[[ THE DATA, beginning ]]

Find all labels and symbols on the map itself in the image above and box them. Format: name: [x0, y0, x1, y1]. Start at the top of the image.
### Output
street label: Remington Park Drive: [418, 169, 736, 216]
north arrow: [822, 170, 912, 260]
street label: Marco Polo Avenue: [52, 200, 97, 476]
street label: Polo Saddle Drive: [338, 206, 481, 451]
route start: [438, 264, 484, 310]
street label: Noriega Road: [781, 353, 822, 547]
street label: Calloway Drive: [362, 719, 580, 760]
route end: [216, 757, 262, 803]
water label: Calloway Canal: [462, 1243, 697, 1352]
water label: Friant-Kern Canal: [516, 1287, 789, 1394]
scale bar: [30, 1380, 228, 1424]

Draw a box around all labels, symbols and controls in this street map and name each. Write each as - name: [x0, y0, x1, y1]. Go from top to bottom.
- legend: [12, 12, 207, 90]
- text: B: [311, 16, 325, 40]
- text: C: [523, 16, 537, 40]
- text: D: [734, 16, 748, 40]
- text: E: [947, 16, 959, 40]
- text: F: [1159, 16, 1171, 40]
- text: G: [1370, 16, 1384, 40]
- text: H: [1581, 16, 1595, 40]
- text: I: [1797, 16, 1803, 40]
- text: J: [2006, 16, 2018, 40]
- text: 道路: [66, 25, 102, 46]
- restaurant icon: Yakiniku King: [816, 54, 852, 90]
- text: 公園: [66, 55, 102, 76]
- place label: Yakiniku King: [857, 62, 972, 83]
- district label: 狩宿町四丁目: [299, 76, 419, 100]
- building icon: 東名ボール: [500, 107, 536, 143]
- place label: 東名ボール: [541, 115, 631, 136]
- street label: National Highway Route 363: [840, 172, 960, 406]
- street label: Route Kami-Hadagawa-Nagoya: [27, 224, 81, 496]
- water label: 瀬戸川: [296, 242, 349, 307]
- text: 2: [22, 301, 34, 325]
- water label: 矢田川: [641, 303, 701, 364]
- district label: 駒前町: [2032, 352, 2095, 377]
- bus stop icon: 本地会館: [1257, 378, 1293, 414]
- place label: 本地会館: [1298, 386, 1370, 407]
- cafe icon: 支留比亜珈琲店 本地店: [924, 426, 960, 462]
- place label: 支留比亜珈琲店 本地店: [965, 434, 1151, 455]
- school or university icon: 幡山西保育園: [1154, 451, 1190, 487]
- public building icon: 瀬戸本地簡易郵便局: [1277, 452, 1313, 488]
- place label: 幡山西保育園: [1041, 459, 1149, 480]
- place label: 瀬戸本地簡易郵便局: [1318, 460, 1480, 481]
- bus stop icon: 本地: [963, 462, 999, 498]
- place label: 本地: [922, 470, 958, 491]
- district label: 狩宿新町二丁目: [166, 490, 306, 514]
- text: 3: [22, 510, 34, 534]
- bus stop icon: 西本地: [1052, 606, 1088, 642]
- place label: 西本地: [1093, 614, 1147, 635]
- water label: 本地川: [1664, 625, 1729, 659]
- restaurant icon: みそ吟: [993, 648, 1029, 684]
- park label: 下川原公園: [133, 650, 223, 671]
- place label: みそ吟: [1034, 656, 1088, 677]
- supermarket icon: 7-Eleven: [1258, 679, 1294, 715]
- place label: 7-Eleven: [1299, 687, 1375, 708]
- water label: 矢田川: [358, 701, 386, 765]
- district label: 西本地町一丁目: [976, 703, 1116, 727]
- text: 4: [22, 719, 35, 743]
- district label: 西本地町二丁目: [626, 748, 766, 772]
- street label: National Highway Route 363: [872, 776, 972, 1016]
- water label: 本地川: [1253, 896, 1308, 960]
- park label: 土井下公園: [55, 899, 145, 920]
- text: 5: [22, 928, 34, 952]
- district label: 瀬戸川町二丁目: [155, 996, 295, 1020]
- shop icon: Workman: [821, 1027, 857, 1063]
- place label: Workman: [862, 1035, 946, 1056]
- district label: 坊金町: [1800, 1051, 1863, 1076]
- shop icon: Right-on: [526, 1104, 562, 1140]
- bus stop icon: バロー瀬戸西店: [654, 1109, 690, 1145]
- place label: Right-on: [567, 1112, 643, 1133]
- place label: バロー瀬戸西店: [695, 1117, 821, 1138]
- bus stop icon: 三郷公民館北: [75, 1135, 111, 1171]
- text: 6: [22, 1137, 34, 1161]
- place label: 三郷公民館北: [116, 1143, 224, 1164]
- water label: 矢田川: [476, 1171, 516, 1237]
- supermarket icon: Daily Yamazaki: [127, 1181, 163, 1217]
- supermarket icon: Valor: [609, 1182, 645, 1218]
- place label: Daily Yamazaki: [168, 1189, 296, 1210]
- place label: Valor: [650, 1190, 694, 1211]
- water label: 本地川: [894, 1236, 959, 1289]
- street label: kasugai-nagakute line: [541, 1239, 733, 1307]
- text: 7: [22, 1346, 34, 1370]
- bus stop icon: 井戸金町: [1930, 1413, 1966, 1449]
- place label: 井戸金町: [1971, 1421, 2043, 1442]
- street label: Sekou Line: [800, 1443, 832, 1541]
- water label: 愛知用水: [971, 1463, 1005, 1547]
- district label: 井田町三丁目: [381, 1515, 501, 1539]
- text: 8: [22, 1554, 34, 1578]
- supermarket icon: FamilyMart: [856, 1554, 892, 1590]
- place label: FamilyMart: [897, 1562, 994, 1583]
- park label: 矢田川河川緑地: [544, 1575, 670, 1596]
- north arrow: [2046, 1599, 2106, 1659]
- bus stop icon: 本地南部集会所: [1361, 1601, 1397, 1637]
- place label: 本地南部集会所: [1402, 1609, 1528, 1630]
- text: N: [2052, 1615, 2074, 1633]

[[ THE DATA, end ]]

YOUR OBJECTIVE:
Would you set down the full listing exactly as it reads?

RESPONSE BOX:
Find all labels and symbols on the map itself in the image above and box them. Format: name: [x0, y0, x1, y1]. Start at the top of the image.
### Output
street label: Remington Park Drive: [418, 169, 736, 216]
north arrow: [822, 170, 912, 260]
street label: Marco Polo Avenue: [52, 200, 97, 476]
street label: Polo Saddle Drive: [338, 206, 481, 451]
route start: [438, 264, 484, 310]
street label: Noriega Road: [781, 353, 822, 547]
street label: Calloway Drive: [362, 719, 580, 760]
route end: [216, 757, 262, 803]
water label: Calloway Canal: [462, 1243, 697, 1352]
water label: Friant-Kern Canal: [516, 1287, 789, 1394]
scale bar: [30, 1380, 228, 1424]

Draw a box around all labels, symbols and controls in this street map and name each. Write each as - name: [x0, y0, x1, y1]. Go from top to bottom.
- legend: [12, 12, 207, 90]
- text: B: [311, 16, 325, 40]
- text: C: [523, 16, 537, 40]
- text: D: [734, 16, 748, 40]
- text: E: [947, 16, 959, 40]
- text: F: [1159, 16, 1171, 40]
- text: G: [1370, 16, 1384, 40]
- text: H: [1581, 16, 1595, 40]
- text: I: [1797, 16, 1803, 40]
- text: J: [2006, 16, 2018, 40]
- text: 道路: [66, 25, 102, 46]
- restaurant icon: Yakiniku King: [816, 54, 852, 90]
- text: 公園: [66, 55, 102, 76]
- place label: Yakiniku King: [857, 62, 972, 83]
- district label: 狩宿町四丁目: [299, 76, 419, 100]
- building icon: 東名ボール: [500, 107, 536, 143]
- place label: 東名ボール: [541, 115, 631, 136]
- street label: National Highway Route 363: [840, 172, 960, 406]
- street label: Route Kami-Hadagawa-Nagoya: [27, 224, 81, 496]
- water label: 瀬戸川: [296, 242, 349, 307]
- text: 2: [22, 301, 34, 325]
- water label: 矢田川: [641, 303, 701, 364]
- district label: 駒前町: [2032, 352, 2095, 377]
- bus stop icon: 本地会館: [1257, 378, 1293, 414]
- place label: 本地会館: [1298, 386, 1370, 407]
- cafe icon: 支留比亜珈琲店 本地店: [924, 426, 960, 462]
- place label: 支留比亜珈琲店 本地店: [965, 434, 1151, 455]
- school or university icon: 幡山西保育園: [1154, 451, 1190, 487]
- public building icon: 瀬戸本地簡易郵便局: [1277, 452, 1313, 488]
- place label: 幡山西保育園: [1041, 459, 1149, 480]
- place label: 瀬戸本地簡易郵便局: [1318, 460, 1480, 481]
- bus stop icon: 本地: [963, 462, 999, 498]
- place label: 本地: [922, 470, 958, 491]
- district label: 狩宿新町二丁目: [166, 490, 306, 514]
- text: 3: [22, 510, 34, 534]
- bus stop icon: 西本地: [1052, 606, 1088, 642]
- place label: 西本地: [1093, 614, 1147, 635]
- water label: 本地川: [1664, 625, 1729, 659]
- restaurant icon: みそ吟: [993, 648, 1029, 684]
- park label: 下川原公園: [133, 650, 223, 671]
- place label: みそ吟: [1034, 656, 1088, 677]
- supermarket icon: 7-Eleven: [1258, 679, 1294, 715]
- place label: 7-Eleven: [1299, 687, 1375, 708]
- water label: 矢田川: [358, 701, 386, 765]
- district label: 西本地町一丁目: [976, 703, 1116, 727]
- text: 4: [22, 719, 35, 743]
- district label: 西本地町二丁目: [626, 748, 766, 772]
- street label: National Highway Route 363: [872, 776, 972, 1016]
- water label: 本地川: [1253, 896, 1308, 960]
- park label: 土井下公園: [55, 899, 145, 920]
- text: 5: [22, 928, 34, 952]
- district label: 瀬戸川町二丁目: [155, 996, 295, 1020]
- shop icon: Workman: [821, 1027, 857, 1063]
- place label: Workman: [862, 1035, 946, 1056]
- district label: 坊金町: [1800, 1051, 1863, 1076]
- shop icon: Right-on: [526, 1104, 562, 1140]
- bus stop icon: バロー瀬戸西店: [654, 1109, 690, 1145]
- place label: Right-on: [567, 1112, 643, 1133]
- place label: バロー瀬戸西店: [695, 1117, 821, 1138]
- bus stop icon: 三郷公民館北: [75, 1135, 111, 1171]
- text: 6: [22, 1137, 34, 1161]
- place label: 三郷公民館北: [116, 1143, 224, 1164]
- water label: 矢田川: [476, 1171, 516, 1237]
- supermarket icon: Daily Yamazaki: [127, 1181, 163, 1217]
- supermarket icon: Valor: [609, 1182, 645, 1218]
- place label: Daily Yamazaki: [168, 1189, 296, 1210]
- place label: Valor: [650, 1190, 694, 1211]
- water label: 本地川: [894, 1236, 959, 1289]
- street label: kasugai-nagakute line: [541, 1239, 733, 1307]
- text: 7: [22, 1346, 34, 1370]
- bus stop icon: 井戸金町: [1930, 1413, 1966, 1449]
- place label: 井戸金町: [1971, 1421, 2043, 1442]
- street label: Sekou Line: [800, 1443, 832, 1541]
- water label: 愛知用水: [971, 1463, 1005, 1547]
- district label: 井田町三丁目: [381, 1515, 501, 1539]
- text: 8: [22, 1554, 34, 1578]
- supermarket icon: FamilyMart: [856, 1554, 892, 1590]
- place label: FamilyMart: [897, 1562, 994, 1583]
- park label: 矢田川河川緑地: [544, 1575, 670, 1596]
- north arrow: [2046, 1599, 2106, 1659]
- bus stop icon: 本地南部集会所: [1361, 1601, 1397, 1637]
- place label: 本地南部集会所: [1402, 1609, 1528, 1630]
- text: N: [2052, 1615, 2074, 1633]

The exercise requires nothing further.